What the task asks: Output the data below exactly.

Information given:
════

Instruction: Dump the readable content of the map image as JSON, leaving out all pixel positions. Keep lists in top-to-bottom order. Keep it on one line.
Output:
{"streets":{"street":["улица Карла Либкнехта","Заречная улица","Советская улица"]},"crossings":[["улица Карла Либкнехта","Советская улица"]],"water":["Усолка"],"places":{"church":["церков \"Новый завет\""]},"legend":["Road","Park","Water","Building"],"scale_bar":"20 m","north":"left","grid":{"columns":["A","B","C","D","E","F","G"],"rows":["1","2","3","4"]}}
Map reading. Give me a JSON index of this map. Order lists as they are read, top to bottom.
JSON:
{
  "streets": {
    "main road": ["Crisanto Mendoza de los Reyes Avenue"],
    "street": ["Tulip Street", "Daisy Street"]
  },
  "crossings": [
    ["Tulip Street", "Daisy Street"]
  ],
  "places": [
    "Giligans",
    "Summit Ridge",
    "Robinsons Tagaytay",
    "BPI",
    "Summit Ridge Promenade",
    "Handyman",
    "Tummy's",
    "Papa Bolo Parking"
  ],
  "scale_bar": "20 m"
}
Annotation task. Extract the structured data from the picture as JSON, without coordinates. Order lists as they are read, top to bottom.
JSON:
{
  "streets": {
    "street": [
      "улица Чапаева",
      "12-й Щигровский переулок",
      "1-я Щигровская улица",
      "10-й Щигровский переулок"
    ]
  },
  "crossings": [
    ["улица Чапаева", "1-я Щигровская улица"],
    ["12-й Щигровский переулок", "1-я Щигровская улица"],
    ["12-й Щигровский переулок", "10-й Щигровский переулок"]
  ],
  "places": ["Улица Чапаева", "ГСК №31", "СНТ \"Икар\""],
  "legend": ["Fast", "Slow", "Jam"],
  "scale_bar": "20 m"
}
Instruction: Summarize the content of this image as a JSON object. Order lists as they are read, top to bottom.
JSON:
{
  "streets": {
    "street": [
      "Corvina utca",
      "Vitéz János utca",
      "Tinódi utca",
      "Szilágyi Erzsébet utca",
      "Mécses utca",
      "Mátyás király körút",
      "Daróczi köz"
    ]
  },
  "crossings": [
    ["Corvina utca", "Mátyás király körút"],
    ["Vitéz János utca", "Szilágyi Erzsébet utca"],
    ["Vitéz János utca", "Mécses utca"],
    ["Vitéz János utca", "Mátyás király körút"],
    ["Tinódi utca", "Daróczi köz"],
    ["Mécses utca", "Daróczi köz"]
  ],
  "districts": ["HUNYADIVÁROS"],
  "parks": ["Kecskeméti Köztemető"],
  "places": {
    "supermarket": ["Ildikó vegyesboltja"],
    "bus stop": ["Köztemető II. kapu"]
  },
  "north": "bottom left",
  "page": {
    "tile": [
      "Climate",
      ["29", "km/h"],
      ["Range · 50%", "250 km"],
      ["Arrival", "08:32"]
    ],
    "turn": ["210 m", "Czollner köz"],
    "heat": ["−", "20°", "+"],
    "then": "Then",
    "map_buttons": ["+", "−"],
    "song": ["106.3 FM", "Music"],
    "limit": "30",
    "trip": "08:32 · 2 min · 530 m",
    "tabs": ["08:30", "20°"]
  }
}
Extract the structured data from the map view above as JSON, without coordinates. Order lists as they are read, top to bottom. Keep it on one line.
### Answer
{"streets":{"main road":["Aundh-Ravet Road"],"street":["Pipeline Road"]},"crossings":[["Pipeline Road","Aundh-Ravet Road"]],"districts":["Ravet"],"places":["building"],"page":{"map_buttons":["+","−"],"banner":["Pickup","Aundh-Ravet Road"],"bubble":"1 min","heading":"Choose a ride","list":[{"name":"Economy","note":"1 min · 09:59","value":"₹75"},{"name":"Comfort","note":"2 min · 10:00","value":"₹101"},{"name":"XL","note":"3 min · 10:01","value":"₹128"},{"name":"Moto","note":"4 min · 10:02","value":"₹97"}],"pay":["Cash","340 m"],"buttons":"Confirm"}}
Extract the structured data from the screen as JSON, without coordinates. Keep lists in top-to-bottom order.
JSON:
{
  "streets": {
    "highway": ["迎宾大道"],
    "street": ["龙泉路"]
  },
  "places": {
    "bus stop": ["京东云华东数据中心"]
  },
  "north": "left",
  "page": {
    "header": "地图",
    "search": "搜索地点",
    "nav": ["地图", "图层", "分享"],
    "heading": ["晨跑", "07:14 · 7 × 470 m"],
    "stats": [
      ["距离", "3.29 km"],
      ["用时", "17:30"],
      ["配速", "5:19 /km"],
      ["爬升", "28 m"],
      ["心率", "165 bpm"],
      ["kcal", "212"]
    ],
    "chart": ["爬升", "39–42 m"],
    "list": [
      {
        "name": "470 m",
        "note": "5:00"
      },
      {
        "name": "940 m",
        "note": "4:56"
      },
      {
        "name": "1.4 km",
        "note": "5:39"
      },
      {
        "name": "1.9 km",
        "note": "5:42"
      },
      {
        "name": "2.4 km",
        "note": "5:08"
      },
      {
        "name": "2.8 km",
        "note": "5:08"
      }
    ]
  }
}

════

Result:
Instruction: Dump the readable content of the map image as JSON, leaving out all pixel positions. Keep lists in top-to-bottom order. Keep it on one line.
Output:
{"streets":{"street":["улица Карла Либкнехта","Заречная улица","Советская улица"]},"crossings":[["улица Карла Либкнехта","Советская улица"]],"water":["Усолка"],"places":{"church":["церков \"Новый завет\""]},"legend":["Road","Park","Water","Building"],"scale_bar":"20 m","north":"left","grid":{"columns":["A","B","C","D","E","F","G"],"rows":["1","2","3","4"]}}
Map reading. Give me a JSON index of this map. Order lists as they are read, top to bottom.
JSON:
{
  "streets": {
    "main road": ["Crisanto Mendoza de los Reyes Avenue"],
    "street": ["Tulip Street", "Daisy Street"]
  },
  "crossings": [
    ["Tulip Street", "Daisy Street"]
  ],
  "places": [
    "Giligans",
    "Summit Ridge",
    "Robinsons Tagaytay",
    "BPI",
    "Summit Ridge Promenade",
    "Handyman",
    "Tummy's",
    "Papa Bolo Parking"
  ],
  "scale_bar": "20 m"
}
Annotation task. Extract the structured data from the picture as JSON, without coordinates. Order lists as they are read, top to bottom.
JSON:
{
  "streets": {
    "street": [
      "улица Чапаева",
      "12-й Щигровский переулок",
      "1-я Щигровская улица",
      "10-й Щигровский переулок"
    ]
  },
  "crossings": [
    ["улица Чапаева", "1-я Щигровская улица"],
    ["12-й Щигровский переулок", "1-я Щигровская улица"],
    ["12-й Щигровский переулок", "10-й Щигровский переулок"]
  ],
  "places": ["Улица Чапаева", "ГСК №31", "СНТ \"Икар\""],
  "legend": ["Fast", "Slow", "Jam"],
  "scale_bar": "20 m"
}
Instruction: Summarize the content of this image as a JSON object. Order lists as they are read, top to bottom.
JSON:
{
  "streets": {
    "street": [
      "Corvina utca",
      "Vitéz János utca",
      "Tinódi utca",
      "Szilágyi Erzsébet utca",
      "Mécses utca",
      "Mátyás király körút",
      "Daróczi köz"
    ]
  },
  "crossings": [
    ["Corvina utca", "Mátyás király körút"],
    ["Vitéz János utca", "Szilágyi Erzsébet utca"],
    ["Vitéz János utca", "Mécses utca"],
    ["Vitéz János utca", "Mátyás király körút"],
    ["Tinódi utca", "Daróczi köz"],
    ["Mécses utca", "Daróczi köz"]
  ],
  "districts": ["HUNYADIVÁROS"],
  "parks": ["Kecskeméti Köztemető"],
  "places": {
    "supermarket": ["Ildikó vegyesboltja"],
    "bus stop": ["Köztemető II. kapu"]
  },
  "north": "bottom left",
  "page": {
    "tile": [
      "Climate",
      ["29", "km/h"],
      ["Range · 50%", "250 km"],
      ["Arrival", "08:32"]
    ],
    "turn": ["210 m", "Czollner köz"],
    "heat": ["−", "20°", "+"],
    "then": "Then",
    "map_buttons": ["+", "−"],
    "song": ["106.3 FM", "Music"],
    "limit": "30",
    "trip": "08:32 · 2 min · 530 m",
    "tabs": ["08:30", "20°"]
  }
}
Extract the structured data from the map view above as JSON, without coordinates. Order lists as they are read, top to bottom. Keep it on one line.
### Answer
{"streets":{"main road":["Aundh-Ravet Road"],"street":["Pipeline Road"]},"crossings":[["Pipeline Road","Aundh-Ravet Road"]],"districts":["Ravet"],"places":["building"],"page":{"map_buttons":["+","−"],"banner":["Pickup","Aundh-Ravet Road"],"bubble":"1 min","heading":"Choose a ride","list":[{"name":"Economy","note":"1 min · 09:59","value":"₹75"},{"name":"Comfort","note":"2 min · 10:00","value":"₹101"},{"name":"XL","note":"3 min · 10:01","value":"₹128"},{"name":"Moto","note":"4 min · 10:02","value":"₹97"}],"pay":["Cash","340 m"],"buttons":"Confirm"}}
Extract the structured data from the screen as JSON, without coordinates. Keep lists in top-to-bottom order.
JSON:
{
  "streets": {
    "highway": ["迎宾大道"],
    "street": ["龙泉路"]
  },
  "places": {
    "bus stop": ["京东云华东数据中心"]
  },
  "north": "left",
  "page": {
    "header": "地图",
    "search": "搜索地点",
    "nav": ["地图", "图层", "分享"],
    "heading": ["晨跑", "07:14 · 7 × 470 m"],
    "stats": [
      ["距离", "3.29 km"],
      ["用时", "17:30"],
      ["配速", "5:19 /km"],
      ["爬升", "28 m"],
      ["心率", "165 bpm"],
      ["kcal", "212"]
    ],
    "chart": ["爬升", "39–42 m"],
    "list": [
      {
        "name": "470 m",
        "note": "5:00"
      },
      {
        "name": "940 m",
        "note": "4:56"
      },
      {
        "name": "1.4 km",
        "note": "5:39"
      },
      {
        "name": "1.9 km",
        "note": "5:42"
      },
      {
        "name": "2.4 km",
        "note": "5:08"
      },
      {
        "name": "2.8 km",
        "note": "5:08"
      }
    ]
  }
}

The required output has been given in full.